**TASK PROMPT**
Print the lines of the data, starting with the first, up to and including the line where "display:grid; place-items:center; width:51px;" appears.

**Saved entries**
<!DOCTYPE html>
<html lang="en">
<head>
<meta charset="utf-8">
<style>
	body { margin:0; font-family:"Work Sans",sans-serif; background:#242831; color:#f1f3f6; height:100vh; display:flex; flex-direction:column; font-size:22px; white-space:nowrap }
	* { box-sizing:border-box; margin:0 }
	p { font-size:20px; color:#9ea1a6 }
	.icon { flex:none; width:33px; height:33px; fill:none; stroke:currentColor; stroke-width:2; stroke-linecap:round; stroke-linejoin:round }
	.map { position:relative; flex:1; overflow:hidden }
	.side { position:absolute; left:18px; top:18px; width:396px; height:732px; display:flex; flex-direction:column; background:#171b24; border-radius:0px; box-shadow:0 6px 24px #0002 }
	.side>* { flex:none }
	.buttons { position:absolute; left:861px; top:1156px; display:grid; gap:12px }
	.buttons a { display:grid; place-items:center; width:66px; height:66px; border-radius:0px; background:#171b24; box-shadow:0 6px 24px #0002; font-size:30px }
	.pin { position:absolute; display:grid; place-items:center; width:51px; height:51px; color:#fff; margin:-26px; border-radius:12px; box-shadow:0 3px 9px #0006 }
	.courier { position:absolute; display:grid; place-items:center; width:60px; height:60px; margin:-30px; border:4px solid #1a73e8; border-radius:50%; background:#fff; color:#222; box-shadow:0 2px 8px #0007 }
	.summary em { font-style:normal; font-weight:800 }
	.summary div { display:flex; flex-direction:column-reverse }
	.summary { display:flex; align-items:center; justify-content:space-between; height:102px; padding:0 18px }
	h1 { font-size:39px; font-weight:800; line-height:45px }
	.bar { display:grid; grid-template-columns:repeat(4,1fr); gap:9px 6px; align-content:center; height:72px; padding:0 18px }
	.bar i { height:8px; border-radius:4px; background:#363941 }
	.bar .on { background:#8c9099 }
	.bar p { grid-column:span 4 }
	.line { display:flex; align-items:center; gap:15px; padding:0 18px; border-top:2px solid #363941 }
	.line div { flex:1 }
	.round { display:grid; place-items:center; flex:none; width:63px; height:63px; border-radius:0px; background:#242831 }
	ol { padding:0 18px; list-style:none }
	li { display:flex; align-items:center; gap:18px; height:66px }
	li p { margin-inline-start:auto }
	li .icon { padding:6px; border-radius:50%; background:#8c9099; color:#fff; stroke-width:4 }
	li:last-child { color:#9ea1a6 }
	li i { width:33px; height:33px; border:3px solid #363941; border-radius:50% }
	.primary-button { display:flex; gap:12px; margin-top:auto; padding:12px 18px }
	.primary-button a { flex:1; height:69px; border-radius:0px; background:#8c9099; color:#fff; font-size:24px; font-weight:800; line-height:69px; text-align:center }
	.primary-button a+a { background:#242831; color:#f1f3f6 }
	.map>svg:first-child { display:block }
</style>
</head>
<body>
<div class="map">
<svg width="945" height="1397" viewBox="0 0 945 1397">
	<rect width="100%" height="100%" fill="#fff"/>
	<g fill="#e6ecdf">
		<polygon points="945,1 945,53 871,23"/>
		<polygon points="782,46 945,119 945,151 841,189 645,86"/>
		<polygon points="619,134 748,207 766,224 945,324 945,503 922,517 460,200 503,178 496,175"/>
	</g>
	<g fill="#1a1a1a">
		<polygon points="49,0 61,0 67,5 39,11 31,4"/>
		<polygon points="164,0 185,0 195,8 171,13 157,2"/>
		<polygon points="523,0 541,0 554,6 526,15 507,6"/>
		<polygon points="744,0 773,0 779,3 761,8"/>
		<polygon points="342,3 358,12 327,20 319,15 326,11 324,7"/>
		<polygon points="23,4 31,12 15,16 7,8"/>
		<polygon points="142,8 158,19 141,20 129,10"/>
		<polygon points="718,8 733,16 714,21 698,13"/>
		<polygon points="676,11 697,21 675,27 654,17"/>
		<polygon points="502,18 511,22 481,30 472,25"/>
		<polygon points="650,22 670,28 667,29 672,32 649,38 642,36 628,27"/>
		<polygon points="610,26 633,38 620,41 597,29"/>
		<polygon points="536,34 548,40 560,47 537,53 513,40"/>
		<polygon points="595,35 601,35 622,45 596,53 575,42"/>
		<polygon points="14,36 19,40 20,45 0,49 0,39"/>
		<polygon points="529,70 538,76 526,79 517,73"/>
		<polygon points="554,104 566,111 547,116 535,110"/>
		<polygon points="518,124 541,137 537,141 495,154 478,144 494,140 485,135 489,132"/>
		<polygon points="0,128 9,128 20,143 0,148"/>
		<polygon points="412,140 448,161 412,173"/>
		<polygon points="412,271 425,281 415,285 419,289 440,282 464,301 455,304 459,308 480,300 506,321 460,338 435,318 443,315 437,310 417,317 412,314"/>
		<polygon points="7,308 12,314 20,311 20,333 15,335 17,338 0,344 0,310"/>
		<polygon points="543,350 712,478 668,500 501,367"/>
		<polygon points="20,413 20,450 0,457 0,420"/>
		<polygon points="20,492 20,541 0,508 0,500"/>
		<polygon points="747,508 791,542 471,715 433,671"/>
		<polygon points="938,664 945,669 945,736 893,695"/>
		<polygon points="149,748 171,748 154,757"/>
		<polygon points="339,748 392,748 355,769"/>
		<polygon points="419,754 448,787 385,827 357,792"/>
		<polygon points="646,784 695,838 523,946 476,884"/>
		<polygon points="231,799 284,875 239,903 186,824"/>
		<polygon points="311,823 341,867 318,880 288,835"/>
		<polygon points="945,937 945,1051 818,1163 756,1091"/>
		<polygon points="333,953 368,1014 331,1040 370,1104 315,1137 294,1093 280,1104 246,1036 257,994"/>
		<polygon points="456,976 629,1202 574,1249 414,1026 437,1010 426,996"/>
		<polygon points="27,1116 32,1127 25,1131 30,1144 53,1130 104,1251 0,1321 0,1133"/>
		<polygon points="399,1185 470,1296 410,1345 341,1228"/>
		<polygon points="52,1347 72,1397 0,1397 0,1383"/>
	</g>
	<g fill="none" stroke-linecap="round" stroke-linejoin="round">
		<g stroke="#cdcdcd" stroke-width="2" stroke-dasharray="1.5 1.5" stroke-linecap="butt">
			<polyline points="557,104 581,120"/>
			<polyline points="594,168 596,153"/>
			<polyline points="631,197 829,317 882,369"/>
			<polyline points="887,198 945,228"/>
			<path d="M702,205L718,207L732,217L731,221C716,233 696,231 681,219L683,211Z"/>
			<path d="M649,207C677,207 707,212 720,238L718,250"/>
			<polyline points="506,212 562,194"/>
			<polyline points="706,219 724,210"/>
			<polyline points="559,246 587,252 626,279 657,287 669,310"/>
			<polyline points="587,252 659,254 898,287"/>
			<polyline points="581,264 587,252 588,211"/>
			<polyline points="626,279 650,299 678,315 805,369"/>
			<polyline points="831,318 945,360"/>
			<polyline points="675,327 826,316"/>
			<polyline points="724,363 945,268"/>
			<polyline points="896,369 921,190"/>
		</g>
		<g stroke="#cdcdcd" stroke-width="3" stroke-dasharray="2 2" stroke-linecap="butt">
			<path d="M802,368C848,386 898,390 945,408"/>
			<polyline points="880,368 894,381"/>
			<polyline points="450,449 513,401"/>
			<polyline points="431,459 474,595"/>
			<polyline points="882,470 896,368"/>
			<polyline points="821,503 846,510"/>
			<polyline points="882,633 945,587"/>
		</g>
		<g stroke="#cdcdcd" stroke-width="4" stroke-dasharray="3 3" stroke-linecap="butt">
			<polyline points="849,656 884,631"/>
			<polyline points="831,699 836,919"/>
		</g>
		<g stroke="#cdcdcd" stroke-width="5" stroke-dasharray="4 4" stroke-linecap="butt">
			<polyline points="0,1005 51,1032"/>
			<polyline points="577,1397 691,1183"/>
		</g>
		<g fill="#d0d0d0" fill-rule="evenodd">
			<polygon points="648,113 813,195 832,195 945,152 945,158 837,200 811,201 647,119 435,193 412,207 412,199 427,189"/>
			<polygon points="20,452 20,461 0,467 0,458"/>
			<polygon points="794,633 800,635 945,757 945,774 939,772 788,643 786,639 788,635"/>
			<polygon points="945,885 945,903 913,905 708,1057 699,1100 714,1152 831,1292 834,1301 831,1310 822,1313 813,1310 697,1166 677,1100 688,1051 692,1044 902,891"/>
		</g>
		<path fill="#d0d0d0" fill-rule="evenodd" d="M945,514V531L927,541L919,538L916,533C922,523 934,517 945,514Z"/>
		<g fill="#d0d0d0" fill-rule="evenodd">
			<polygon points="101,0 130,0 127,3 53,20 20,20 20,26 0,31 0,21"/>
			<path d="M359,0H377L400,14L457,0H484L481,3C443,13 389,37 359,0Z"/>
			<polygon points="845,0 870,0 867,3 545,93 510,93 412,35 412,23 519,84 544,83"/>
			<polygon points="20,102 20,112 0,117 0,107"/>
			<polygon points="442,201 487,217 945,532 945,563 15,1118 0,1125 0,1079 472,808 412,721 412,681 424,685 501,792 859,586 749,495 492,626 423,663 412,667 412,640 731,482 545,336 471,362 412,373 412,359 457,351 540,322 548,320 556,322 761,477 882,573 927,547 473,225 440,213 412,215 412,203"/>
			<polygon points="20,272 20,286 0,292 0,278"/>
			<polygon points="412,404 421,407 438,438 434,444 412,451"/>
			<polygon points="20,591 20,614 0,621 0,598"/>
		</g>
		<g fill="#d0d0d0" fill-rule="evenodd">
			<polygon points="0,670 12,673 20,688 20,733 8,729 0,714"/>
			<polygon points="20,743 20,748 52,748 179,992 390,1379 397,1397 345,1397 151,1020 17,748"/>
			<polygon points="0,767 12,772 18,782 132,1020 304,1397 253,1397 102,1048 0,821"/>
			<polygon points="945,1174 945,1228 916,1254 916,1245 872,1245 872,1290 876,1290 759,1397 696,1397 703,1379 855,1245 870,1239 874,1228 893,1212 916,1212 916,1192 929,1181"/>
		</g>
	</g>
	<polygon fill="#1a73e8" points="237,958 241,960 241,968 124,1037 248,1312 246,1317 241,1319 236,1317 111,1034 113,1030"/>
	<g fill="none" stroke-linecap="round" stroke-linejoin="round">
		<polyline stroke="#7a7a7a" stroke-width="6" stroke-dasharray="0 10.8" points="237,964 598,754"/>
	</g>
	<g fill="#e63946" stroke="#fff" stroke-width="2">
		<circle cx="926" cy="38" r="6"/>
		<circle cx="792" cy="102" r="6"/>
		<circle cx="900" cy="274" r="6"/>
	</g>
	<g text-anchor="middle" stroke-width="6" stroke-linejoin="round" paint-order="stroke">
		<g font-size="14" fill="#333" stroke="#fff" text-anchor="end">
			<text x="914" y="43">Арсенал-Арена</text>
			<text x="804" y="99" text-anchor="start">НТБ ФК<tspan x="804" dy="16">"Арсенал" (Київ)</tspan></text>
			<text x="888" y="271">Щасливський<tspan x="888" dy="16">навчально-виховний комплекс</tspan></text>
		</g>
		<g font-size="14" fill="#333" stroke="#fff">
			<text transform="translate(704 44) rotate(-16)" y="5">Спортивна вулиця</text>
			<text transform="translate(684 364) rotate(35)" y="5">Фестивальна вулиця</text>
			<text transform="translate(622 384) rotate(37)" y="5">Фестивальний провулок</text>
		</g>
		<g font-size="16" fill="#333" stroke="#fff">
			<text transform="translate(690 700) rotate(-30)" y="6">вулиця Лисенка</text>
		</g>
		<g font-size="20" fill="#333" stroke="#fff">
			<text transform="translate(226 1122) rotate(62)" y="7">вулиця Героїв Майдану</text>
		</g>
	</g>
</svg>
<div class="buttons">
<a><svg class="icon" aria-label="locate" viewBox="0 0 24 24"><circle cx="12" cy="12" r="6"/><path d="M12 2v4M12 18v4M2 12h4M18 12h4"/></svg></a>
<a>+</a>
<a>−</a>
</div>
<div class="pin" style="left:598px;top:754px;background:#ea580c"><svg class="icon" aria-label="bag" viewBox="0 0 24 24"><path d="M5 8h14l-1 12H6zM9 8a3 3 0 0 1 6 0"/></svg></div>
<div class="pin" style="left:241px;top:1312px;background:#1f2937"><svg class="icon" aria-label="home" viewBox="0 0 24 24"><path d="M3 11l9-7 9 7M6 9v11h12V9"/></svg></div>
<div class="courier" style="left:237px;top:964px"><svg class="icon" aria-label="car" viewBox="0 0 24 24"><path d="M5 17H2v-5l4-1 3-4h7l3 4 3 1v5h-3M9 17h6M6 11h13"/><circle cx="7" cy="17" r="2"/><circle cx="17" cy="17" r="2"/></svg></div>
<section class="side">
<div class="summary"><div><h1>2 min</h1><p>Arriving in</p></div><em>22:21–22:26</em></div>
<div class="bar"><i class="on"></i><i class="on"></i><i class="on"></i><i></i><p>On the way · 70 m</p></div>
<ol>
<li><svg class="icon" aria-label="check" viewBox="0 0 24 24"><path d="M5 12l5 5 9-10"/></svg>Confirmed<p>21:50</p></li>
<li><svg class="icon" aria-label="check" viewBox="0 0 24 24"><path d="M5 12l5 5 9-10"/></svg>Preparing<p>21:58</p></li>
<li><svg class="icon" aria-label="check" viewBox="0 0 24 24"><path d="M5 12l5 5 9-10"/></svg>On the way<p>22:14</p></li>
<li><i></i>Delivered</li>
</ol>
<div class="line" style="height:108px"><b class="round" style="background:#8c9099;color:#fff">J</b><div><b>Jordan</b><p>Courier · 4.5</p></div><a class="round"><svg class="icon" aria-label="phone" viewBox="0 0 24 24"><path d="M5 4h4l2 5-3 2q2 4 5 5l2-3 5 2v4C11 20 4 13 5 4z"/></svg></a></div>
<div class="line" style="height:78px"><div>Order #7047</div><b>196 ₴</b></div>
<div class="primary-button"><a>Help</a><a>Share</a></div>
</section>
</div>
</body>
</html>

**RESPONSE FOR THIS EXERCISE**
<!DOCTYPE html>
<html lang="en">
<head>
<meta charset="utf-8">
<style>
	body { margin:0; font-family:"Work Sans",sans-serif; background:#242831; color:#f1f3f6; height:100vh; display:flex; flex-direction:column; font-size:22px; white-space:nowrap }
	* { box-sizing:border-box; margin:0 }
	p { font-size:20px; color:#9ea1a6 }
	.icon { flex:none; width:33px; height:33px; fill:none; stroke:currentColor; stroke-width:2; stroke-linecap:round; stroke-linejoin:round }
	.map { position:relative; flex:1; overflow:hidden }
	.side { position:absolute; left:18px; top:18px; width:396px; height:732px; display:flex; flex-direction:column; background:#171b24; border-radius:0px; box-shadow:0 6px 24px #0002 }
	.side>* { flex:none }
	.buttons { position:absolute; left:861px; top:1156px; display:grid; gap:12px }
	.buttons a { display:grid; place-items:center; width:66px; height:66px; border-radius:0px; background:#171b24; box-shadow:0 6px 24px #0002; font-size:30px }
	.pin { position:absolute; display:grid; place-items:center; width:51px; height:51px; color:#fff; margin:-26px; border-radius:12px; box-shadow:0 3px 9px #0006 }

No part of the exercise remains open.